:: ACTIVITY ::
Among the entries, find the lines with the string "position" and report them.

Items from a dataset
■ ■ ■ ■ ■

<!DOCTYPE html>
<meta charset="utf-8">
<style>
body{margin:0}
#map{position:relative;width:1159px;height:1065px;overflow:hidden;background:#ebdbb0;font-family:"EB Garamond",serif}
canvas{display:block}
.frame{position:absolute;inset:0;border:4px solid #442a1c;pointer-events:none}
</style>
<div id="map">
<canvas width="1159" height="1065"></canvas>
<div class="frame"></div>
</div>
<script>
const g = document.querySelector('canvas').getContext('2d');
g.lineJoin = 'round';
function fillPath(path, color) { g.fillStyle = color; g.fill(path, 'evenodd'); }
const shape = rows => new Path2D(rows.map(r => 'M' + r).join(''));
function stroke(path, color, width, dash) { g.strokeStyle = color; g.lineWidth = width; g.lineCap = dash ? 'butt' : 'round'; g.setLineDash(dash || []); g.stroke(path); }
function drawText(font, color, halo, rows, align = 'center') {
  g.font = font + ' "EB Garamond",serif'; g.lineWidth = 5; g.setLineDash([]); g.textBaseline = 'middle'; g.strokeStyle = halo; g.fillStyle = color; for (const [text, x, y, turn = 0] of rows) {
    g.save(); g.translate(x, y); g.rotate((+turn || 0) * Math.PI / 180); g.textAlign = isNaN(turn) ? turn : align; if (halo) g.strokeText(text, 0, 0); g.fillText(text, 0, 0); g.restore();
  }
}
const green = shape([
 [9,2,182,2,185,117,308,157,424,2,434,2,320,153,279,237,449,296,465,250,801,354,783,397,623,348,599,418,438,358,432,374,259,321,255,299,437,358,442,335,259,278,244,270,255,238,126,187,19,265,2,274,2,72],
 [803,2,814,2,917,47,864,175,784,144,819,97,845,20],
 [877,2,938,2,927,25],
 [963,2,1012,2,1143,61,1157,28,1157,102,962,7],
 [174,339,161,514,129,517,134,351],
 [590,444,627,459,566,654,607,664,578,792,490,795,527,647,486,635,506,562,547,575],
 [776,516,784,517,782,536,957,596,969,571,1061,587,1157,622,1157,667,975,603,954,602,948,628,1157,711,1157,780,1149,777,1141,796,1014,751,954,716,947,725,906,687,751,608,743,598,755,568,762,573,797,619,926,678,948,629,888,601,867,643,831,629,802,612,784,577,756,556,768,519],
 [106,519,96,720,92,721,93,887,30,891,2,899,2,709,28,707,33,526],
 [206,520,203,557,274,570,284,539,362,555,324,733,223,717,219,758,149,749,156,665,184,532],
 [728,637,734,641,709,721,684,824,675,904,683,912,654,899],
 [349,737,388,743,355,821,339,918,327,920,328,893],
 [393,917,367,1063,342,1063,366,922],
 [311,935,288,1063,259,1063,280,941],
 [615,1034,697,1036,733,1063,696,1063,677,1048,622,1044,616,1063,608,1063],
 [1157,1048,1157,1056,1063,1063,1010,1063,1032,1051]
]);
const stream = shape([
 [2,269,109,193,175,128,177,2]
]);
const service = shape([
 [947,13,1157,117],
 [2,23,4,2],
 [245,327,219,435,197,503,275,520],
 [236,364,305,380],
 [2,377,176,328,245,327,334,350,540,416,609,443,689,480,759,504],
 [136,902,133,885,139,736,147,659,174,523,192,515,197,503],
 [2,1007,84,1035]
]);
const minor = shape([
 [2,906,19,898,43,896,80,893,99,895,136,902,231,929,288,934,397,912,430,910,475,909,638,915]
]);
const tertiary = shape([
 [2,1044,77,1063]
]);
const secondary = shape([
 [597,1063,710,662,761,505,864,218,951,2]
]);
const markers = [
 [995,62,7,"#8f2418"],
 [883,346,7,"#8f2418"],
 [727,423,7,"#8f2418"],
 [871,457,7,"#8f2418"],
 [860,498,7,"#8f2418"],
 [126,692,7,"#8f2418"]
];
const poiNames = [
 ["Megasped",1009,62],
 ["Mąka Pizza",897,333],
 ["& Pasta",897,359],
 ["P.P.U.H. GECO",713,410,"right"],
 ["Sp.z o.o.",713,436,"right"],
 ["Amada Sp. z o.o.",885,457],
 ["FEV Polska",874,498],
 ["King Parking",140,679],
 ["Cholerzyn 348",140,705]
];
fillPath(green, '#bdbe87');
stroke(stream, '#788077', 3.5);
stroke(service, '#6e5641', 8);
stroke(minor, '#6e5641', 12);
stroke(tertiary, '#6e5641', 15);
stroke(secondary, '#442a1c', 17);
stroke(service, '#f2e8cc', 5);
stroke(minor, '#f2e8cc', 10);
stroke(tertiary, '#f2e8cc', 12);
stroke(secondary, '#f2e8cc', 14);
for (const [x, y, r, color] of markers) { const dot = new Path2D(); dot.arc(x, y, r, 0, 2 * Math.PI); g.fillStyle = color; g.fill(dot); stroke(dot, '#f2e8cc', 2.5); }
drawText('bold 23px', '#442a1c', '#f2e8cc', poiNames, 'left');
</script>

■ ■ ■ ■ ■

:: OUTPUT ::
#map{position:relative;width:1159px;height:1065px;overflow:hidden;background:#ebdbb0;font-family:"EB Garamond",serif}
.frame{position:absolute;inset:0;border:4px solid #442a1c;pointer-events:none}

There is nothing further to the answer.